Compute how many lines below contain the word "rows" and respond with that number only.
──────── DATASET RECORDS ────────
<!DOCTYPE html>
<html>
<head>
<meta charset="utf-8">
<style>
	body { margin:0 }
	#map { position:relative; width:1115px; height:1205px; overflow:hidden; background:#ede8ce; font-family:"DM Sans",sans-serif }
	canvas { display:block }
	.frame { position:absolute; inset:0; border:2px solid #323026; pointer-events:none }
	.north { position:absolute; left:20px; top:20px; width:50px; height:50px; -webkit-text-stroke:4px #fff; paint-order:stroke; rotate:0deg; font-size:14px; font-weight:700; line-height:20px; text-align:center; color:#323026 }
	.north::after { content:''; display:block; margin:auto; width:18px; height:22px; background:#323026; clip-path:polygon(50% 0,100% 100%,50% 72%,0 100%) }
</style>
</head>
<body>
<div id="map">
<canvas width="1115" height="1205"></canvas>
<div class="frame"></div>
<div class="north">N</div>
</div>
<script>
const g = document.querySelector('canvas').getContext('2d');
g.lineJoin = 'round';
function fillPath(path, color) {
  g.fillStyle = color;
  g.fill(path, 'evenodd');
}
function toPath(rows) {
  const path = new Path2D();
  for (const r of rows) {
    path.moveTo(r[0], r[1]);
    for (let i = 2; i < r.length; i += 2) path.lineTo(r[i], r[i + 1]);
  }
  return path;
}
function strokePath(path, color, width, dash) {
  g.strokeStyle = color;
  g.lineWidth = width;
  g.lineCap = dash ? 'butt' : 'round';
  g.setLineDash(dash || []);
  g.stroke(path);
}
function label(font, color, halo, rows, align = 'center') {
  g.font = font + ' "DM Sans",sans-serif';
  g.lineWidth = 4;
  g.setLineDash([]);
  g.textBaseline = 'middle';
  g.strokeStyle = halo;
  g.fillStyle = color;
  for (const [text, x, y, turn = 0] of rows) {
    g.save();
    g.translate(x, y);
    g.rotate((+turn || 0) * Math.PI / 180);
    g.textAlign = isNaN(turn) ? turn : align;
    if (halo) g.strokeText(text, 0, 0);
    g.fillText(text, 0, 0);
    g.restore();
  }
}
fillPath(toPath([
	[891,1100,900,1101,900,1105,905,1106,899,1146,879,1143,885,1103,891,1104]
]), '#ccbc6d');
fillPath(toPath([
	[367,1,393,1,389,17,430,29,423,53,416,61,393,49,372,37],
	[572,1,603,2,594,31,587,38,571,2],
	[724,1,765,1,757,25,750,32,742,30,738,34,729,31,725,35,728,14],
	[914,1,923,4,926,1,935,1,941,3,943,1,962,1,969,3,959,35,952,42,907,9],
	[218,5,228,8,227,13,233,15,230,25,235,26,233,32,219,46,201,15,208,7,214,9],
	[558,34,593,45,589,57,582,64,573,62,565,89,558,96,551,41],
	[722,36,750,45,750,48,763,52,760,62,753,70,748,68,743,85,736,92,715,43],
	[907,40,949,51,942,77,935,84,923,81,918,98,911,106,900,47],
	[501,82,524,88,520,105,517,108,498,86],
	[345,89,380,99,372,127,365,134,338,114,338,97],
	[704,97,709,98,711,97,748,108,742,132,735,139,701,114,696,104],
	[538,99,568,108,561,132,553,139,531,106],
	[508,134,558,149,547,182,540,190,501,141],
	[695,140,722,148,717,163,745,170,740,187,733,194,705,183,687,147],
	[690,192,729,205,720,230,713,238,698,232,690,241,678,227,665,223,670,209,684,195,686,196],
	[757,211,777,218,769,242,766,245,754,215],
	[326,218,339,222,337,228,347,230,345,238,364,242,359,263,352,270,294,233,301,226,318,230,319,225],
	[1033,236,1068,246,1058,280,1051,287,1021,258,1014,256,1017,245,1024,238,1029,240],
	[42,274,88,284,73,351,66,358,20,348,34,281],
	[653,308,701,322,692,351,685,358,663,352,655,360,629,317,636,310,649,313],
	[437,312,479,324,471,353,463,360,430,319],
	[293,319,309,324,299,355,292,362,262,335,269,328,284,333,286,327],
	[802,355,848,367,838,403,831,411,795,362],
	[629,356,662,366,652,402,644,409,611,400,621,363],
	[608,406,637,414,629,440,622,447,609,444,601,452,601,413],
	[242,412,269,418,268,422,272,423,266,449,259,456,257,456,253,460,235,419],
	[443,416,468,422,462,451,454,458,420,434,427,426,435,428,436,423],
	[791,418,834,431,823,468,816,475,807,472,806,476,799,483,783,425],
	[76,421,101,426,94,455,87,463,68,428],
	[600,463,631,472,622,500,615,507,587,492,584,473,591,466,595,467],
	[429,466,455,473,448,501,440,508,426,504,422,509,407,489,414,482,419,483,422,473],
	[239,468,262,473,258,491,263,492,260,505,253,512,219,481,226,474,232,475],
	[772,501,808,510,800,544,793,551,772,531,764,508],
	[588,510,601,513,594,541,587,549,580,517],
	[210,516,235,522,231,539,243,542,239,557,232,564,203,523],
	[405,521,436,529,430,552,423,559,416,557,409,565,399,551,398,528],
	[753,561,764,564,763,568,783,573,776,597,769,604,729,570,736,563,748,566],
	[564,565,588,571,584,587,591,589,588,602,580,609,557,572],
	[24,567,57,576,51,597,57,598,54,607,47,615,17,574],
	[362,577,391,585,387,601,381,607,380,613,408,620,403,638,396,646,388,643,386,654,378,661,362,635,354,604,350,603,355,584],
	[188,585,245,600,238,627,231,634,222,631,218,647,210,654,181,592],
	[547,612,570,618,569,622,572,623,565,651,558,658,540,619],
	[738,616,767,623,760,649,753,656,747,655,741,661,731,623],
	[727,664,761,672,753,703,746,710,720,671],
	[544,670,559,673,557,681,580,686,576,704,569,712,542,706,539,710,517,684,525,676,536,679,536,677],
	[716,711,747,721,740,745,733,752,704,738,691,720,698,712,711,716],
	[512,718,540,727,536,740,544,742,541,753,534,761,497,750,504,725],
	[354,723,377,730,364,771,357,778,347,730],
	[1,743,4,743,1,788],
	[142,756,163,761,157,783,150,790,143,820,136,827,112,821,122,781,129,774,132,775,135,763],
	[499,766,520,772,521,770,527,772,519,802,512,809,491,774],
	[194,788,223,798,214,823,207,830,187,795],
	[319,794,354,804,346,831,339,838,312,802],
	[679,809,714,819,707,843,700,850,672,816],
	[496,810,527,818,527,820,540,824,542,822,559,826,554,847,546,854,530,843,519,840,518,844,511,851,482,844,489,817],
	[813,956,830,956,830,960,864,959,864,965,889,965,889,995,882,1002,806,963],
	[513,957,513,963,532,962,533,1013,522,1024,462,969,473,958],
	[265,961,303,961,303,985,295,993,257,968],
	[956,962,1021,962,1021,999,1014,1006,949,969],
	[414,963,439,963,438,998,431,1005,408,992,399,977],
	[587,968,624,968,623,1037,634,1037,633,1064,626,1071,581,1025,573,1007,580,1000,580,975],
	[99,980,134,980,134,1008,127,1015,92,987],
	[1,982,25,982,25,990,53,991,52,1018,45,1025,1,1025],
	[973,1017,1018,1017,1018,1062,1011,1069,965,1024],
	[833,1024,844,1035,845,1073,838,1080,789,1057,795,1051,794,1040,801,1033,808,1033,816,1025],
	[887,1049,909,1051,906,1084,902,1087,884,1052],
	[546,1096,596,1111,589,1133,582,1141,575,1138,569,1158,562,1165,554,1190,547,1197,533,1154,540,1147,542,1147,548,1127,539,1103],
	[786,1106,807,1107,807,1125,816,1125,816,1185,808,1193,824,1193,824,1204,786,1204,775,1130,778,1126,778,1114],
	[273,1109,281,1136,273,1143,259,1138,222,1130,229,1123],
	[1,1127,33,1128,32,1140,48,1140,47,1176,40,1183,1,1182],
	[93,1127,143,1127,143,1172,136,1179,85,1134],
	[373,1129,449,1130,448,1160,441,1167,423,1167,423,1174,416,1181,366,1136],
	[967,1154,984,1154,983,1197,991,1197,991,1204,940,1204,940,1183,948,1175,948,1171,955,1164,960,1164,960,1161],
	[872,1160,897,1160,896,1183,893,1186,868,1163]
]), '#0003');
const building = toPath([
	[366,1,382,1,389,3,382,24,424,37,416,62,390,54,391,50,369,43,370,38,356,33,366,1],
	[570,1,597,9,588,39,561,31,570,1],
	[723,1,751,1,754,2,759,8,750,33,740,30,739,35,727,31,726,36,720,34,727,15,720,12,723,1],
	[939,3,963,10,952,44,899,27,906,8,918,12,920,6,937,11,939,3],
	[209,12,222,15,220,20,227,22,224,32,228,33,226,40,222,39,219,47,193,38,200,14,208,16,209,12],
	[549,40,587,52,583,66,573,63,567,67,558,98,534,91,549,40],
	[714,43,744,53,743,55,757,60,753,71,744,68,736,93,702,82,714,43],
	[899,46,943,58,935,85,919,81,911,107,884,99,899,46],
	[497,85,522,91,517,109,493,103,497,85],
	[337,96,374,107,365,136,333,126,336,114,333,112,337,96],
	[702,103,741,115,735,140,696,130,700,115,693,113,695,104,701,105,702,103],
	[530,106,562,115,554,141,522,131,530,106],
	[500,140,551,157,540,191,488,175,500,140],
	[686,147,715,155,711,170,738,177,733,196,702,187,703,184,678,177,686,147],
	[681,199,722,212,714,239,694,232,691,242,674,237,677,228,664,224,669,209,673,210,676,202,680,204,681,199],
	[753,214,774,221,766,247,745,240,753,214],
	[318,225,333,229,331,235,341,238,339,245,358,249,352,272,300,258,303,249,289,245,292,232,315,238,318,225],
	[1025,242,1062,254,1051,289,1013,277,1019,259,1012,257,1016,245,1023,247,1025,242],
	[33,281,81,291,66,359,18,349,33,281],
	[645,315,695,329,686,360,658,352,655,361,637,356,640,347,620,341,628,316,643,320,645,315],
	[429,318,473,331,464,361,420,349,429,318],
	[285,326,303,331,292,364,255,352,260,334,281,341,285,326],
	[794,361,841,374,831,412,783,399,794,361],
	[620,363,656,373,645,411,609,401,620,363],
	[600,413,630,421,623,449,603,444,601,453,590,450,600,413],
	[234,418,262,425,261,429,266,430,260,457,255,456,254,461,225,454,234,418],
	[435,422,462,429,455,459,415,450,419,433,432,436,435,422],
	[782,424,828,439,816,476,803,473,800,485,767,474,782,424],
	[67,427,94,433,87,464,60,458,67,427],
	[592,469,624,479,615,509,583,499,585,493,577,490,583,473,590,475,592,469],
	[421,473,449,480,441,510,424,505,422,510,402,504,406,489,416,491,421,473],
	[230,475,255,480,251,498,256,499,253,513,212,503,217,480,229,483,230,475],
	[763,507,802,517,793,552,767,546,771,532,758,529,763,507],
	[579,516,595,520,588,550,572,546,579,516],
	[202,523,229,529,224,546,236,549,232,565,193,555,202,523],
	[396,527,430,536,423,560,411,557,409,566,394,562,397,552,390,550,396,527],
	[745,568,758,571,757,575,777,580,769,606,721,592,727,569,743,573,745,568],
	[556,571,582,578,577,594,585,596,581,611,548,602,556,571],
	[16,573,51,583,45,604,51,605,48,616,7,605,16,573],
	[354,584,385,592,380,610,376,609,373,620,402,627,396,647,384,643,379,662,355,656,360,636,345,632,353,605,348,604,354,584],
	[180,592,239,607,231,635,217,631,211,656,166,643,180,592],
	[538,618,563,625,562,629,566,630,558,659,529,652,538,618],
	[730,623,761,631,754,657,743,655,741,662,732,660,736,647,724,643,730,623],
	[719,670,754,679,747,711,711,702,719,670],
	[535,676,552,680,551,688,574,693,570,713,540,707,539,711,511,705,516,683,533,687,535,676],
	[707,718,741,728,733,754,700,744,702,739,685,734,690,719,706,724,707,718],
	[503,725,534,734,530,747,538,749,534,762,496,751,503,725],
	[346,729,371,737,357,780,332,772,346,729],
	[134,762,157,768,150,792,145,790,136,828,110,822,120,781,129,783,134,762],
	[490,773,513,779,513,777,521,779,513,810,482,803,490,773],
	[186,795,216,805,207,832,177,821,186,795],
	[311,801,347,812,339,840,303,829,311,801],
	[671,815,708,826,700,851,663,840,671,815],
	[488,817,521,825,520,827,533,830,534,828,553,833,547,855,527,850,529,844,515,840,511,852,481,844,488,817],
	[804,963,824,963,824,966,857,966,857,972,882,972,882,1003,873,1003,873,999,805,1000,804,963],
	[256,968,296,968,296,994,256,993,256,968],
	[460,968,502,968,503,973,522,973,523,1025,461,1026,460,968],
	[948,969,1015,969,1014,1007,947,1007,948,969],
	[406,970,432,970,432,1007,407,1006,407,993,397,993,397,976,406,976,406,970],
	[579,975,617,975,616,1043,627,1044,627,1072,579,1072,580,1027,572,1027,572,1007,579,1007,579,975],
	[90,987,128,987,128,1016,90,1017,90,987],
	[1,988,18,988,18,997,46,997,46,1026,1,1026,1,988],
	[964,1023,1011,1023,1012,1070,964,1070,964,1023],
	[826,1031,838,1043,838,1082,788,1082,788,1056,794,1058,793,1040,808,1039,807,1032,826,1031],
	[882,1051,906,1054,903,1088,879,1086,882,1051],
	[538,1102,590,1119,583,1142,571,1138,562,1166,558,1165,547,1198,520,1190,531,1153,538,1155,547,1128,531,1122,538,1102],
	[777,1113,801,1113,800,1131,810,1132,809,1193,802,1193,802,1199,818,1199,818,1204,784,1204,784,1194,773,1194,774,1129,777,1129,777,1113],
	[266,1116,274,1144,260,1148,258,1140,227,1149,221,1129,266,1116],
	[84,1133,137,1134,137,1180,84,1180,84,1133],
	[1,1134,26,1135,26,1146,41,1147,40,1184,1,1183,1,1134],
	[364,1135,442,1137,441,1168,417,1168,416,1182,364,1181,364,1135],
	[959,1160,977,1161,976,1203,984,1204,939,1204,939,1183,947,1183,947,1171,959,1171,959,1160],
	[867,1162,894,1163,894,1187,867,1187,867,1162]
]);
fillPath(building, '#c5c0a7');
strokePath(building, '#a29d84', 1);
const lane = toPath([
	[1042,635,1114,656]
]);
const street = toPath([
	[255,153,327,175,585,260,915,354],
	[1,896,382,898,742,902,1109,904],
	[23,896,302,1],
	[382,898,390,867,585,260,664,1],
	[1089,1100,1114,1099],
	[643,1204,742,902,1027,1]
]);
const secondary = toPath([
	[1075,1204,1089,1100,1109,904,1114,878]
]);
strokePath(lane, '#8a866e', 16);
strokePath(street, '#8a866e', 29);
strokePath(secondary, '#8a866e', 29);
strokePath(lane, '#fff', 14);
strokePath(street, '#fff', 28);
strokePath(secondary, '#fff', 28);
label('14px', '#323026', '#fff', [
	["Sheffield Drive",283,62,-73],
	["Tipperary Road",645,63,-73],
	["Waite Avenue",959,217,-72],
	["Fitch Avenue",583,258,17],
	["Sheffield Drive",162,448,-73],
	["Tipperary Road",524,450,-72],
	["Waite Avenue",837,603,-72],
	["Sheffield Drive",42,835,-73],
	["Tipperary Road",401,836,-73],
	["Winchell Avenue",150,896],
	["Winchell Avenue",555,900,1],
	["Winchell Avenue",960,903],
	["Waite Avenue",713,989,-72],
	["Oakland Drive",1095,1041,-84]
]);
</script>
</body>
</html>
────────
EXPECTED ANSWER - 4